Monday, June 13, 2005

Pedophilia and the Confessional

Terry Mattingly published an interesting article which was in the newspapers last Saturday and made the internet this morning. Mattingly cites the latest bombshell by Father Donald "Gay Subculture in the Seminaries" Cozzens, who described how homosexual seminarians sometimes confess their inclinations as a sin and effectively check seminary rectors who might otherwise pursue the question of whether they are at risk for becoming future sexual abusers.

You see: canon law states that not only is anything revealed within the confessional a secret to be kept exclusively between the penitent, the priest, and the Lord; but the person who hears the confession is not permitted to take any action whatsoever based on secrets revealed in the confessional.

For the moment, I will ignore the question of why seminary rectors can't be a lot more proactive by questioning all seminarians thoroughly or by looking at other danger signs besides what a seminarian might admit during the Sacrament of Reconciliation. The fact is, people do sometimes try to use the confessional to relieve themselves of guilt for crimes commited which they have no real intention of giving up themselves or their sinful practices.

I recall reading a Time Magazine article some years ago in which an incarcerated priest convicted of sexual abuse described how he would travel to other dioceses to confess his crimes sacramentally in the knowledge that the priest to whom he confessed would not reveal what he had done to the authorities. As a result, the sacrament of confession becomes not a means of grace, but a facilitator for sexual dysfunction and crime.

In the old days-- I mean the really old days, I recall tales of Irish priests in northern Europe carrying guides to penance designed exclusively to break converted barbarians of their old, homicidal habits. For instance, a confessed murder might incur an automatic penance of ten years of fasting, sack-cloth and ashes, before the penitent could return to the sacraments and consider himself a candidate once more for salvation.

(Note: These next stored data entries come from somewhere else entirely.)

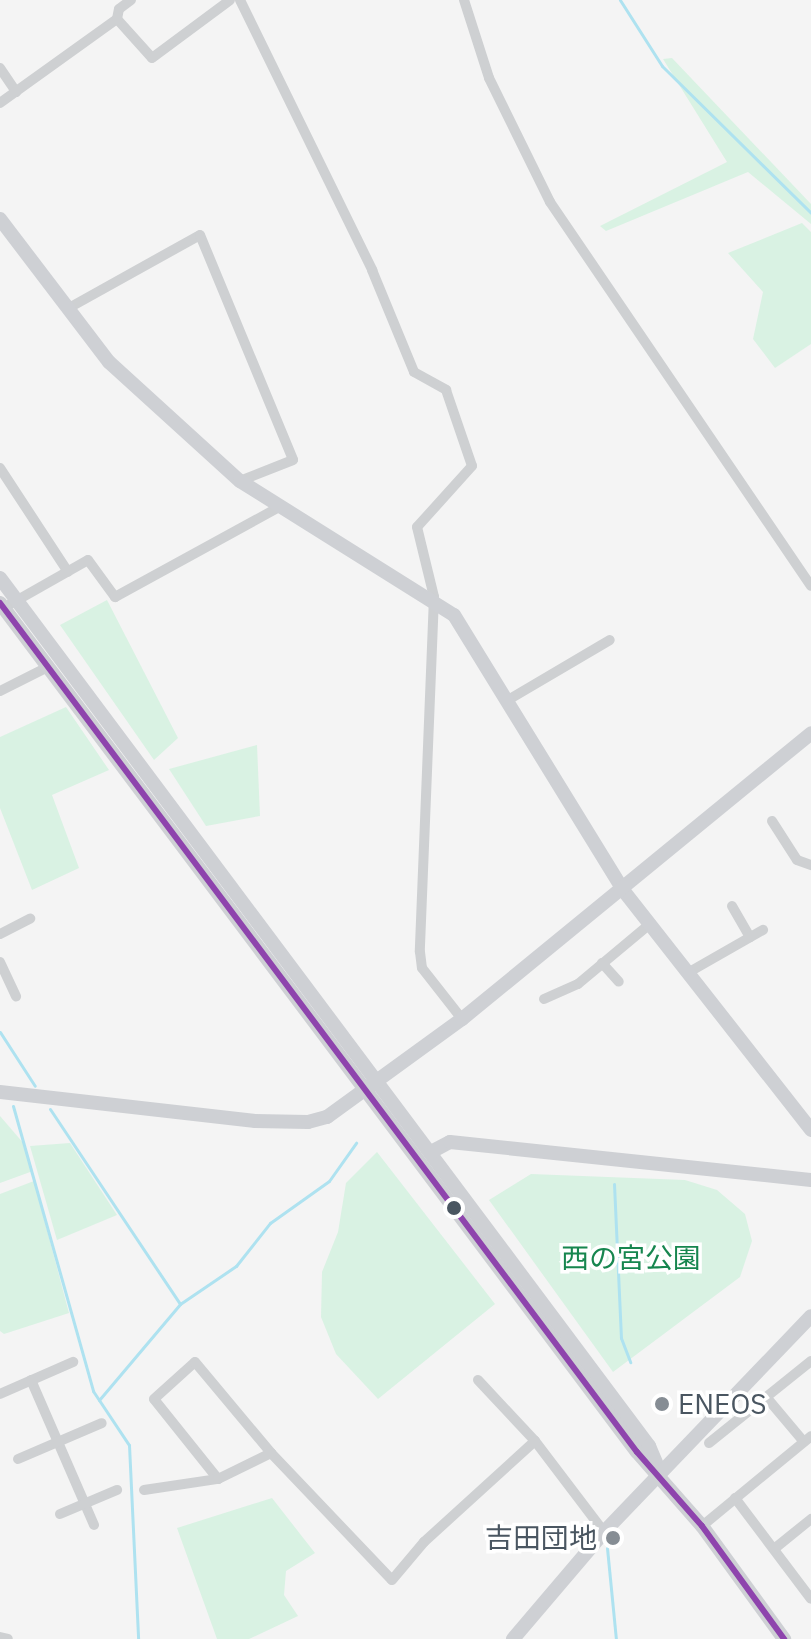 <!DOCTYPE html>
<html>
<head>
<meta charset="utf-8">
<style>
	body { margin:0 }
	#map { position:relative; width:811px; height:1639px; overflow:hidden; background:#f4f4f4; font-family:"IBM Plex Sans","Noto Sans JP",sans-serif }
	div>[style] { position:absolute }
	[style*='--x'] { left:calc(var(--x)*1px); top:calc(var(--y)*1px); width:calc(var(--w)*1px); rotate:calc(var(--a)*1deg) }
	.green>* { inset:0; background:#d9f2e3 }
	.stream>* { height:3px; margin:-1.5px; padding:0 1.5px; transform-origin:1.5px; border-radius:1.5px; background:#aee2f0 }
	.street>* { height:10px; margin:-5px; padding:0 5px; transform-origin:5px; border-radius:5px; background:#ced0d2 }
	.secondary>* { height:14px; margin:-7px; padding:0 7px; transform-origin:7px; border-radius:7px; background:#ced0d4 }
	.bus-1>* { height:6px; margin:-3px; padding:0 3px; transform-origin:3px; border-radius:3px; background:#8e44ad }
	.dots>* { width:22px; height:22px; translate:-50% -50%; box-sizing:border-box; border:4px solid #fff; border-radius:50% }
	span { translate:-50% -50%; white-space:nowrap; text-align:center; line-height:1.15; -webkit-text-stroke:7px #fff; paint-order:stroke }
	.park-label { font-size:28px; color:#17864f }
	.poi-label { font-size:28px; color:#4a5661 }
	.left { translate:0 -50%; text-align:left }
	.right { translate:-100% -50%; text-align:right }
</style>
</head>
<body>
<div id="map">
	<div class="green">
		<i style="clip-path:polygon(672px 58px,811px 204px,811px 224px,748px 172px,606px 231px,600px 226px,727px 162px,663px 59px)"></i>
		<i style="clip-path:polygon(802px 223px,811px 232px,811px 344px,775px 368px,753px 339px,763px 292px,728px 253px)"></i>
		<i style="clip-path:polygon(107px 600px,178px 738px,154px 760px,60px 625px)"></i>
		<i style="clip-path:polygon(66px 707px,109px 770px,52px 795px,79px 868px,32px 890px,0 808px,0 737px)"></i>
		<i style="clip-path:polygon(257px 745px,260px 816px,206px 826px,169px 769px)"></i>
		<i style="clip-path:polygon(0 1116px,25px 1145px,33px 1171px,0 1183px)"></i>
		<i style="clip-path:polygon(70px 1143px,117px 1215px,57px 1240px,30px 1146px)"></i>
		<i style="clip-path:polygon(377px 1152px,495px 1304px,378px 1399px,336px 1354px,321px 1317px,322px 1272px,338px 1232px,346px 1183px)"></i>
		<i style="clip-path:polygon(531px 1174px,685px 1180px,717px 1190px,745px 1214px,752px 1241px,740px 1277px,613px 1372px,489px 1200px)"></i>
		<i style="clip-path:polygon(34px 1181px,69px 1313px,4px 1334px,0 1331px,0 1194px)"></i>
		<i style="clip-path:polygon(272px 1498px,315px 1553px,286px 1571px,284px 1595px,298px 1616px,249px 1639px,217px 1639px,177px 1528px)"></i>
	</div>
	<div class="stream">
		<i style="--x:620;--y:0;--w:78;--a:57.5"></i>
		<i style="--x:662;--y:66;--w:209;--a:44.6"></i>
		<i style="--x:0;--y:1032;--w:64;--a:57.1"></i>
		<i style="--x:13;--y:1106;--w:296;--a:74.3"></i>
		<i style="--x:93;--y:1391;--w:65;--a:56.3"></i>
		<i style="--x:129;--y:1445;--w:194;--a:87.3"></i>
		<i style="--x:50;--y:1109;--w:234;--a:56.3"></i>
		<i style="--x:614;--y:1184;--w:154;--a:87.4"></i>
		<i style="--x:621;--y:1338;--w:26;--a:69"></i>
		<i style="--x:99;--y:1400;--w:126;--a:-49.8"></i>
		<i style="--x:180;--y:1304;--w:68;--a:-34.2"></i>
		<i style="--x:236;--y:1266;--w:55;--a:-51.7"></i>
		<i style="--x:270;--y:1223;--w:72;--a:-35.4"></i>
		<i style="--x:329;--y:1181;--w:47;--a:-54.6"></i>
		<i style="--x:607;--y:1548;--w:91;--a:84.4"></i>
	</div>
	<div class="street">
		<i style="--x:240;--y:0;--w:301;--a:63.9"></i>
		<i style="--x:372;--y:270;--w:110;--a:67.6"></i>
		<i style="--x:414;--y:372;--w:37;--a:29"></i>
		<i style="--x:446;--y:390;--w:80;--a:71.1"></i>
		<i style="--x:472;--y:466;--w:82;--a:132"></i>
		<i style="--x:417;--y:527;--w:72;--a:76.3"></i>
		<i style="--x:434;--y:597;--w:355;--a:92.3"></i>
		<i style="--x:420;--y:952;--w:16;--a:83"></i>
		<i style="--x:422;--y:968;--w:65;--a:51.9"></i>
		<i style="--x:464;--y:0;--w:82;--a:72.2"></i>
		<i style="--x:489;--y:78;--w:138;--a:63.8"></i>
		<i style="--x:550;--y:202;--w:464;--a:55.8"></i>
		<i style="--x:117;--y:19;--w:52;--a:48.1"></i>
		<i style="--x:152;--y:58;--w:97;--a:-36.6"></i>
		<i style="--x:0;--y:68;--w:29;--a:56"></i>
		<i style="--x:0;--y:103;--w:144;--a:-35.7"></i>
		<i style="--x:117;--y:19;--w:10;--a:-79"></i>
		<i style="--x:119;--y:9;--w:15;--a:-37"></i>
		<i style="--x:67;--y:309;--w:152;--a:-29.1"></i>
		<i style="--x:200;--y:235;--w:243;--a:67.5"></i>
		<i style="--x:293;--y:460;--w:57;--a:158.4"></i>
		<i style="--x:0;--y:468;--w:124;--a:56.8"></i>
		<i style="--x:0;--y:610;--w:101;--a:-29.6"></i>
		<i style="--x:88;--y:560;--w:46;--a:53.9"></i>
		<i style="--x:115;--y:597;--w:189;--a:-28.7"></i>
		<i style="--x:0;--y:691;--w:54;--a:-26.6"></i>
		<i style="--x:508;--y:700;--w:118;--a:-30.5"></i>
		<i style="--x:772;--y:821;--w:46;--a:57.3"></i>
		<i style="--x:797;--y:860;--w:15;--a:20"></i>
		<i style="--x:732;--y:906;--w:36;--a:60"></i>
		<i style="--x:0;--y:934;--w:34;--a:-27"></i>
		<i style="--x:0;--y:962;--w:38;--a:65"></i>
		<i style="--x:602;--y:963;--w:25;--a:48"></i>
		<i style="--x:691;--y:971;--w:83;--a:-29.7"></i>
		<i style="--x:544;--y:999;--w:37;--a:-24"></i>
		<i style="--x:578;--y:984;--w:95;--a:-39.9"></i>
		<i style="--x:31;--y:1380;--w:158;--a:66.5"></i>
		<i style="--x:478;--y:1380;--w:83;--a:46.9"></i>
		<i style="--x:535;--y:1441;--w:114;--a:52.8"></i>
		<i style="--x:0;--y:1394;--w:80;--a:-23.7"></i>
		<i style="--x:767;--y:1398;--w:57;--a:49.9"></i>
		<i style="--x:709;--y:1443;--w:131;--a:-38.8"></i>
		<i style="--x:18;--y:1459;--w:91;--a:-23.2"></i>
		<i style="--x:218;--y:1479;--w:102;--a:-128.7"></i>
		<i style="--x:154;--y:1399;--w:55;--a:-42.1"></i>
		<i style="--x:195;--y:1362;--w:119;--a:50.1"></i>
		<i style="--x:271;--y:1453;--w:175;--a:46.4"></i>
		<i style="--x:392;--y:1580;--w:50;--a:-49.9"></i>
		<i style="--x:424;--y:1542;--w:150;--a:-42.3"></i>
		<i style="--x:144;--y:1490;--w:75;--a:-8.5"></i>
		<i style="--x:218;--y:1479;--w:59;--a:-26.1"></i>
		<i style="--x:735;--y:1498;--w:126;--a:53"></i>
		<i style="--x:60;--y:1514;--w:62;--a:-22.8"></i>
		<i style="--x:702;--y:1526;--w:141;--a:-39.5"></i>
		<i style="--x:774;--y:1549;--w:48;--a:-39"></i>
		<i style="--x:0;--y:1637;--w:8;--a:14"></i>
	</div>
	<div class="secondary">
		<i style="--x:0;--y:219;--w:180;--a:52.7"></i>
		<i style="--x:109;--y:362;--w:177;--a:42.3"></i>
		<i style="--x:240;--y:481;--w:252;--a:32.1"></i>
		<i style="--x:454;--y:615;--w:323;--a:58.4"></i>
		<i style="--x:623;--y:890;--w:305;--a:51.9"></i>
		<i style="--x:0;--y:578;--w:1084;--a:53.21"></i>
		<i style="--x:649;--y:1446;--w:25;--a:67"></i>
		<i style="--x:0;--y:603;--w:1061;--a:53.12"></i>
		<i style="--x:637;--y:1452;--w:98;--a:48.7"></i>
		<i style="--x:702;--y:1526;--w:140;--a:54"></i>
		<i style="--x:0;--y:1092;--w:257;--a:6.5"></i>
		<i style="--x:255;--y:1121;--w:53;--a:1.1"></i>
		<i style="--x:308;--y:1122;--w:20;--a:-15"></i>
		<i style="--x:327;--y:1117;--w:167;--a:-36"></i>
		<i style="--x:462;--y:1019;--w:451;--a:-39.3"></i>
		<i style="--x:431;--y:1152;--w:21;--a:-28"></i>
		<i style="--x:450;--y:1142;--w:363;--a:6"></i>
		<i style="--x:513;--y:1639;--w:140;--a:-49.6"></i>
		<i style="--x:604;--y:1532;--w:299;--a:-46.2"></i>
	</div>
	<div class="bus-1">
		<i style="--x:0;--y:603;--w:1061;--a:53.12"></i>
		<i style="--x:637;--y:1452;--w:98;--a:48.7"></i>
		<i style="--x:702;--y:1526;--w:140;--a:54"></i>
	</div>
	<div class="dots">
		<i style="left:454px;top:1208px;background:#4a5661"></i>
		<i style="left:662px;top:1404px;background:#868d94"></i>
		<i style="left:613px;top:1538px;background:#868d94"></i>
	</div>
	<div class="park-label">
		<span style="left:631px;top:1258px">西の宮公園</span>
	</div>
	<div class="poi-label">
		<span class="left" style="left:678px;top:1404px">ENEOS</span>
		<span class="right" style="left:597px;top:1538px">吉田団地</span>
	</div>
</div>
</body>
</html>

Penances since the days of Visigoths and Vikings have become far less stringent-- usually nominal in nature-- and automatic penances no longer are practiced. Further (someone correct me if I am wrong) a penitent seeking absolution can actually reject an assigned penance and ask for a milder one if he believes he is being asked to do something too difficult.

But I wonder if such practices, so trusting in the efficacy of true repentance in each sinner, is effective given the issue of sexual abuse and the priesthood. I wonder if the time has not come for a required penance of surrender to civil authorities might not be called for by penitents who confess sins such as-- say-- illegal drug smuggling and distribution, organized crime involvement, murder, or sexual abuse?

Modernity has brought with it a new form of barbarism. Should the Church respond to barbarism as did the Irish priests of old who helped tame Europe in that continent's darkest hour?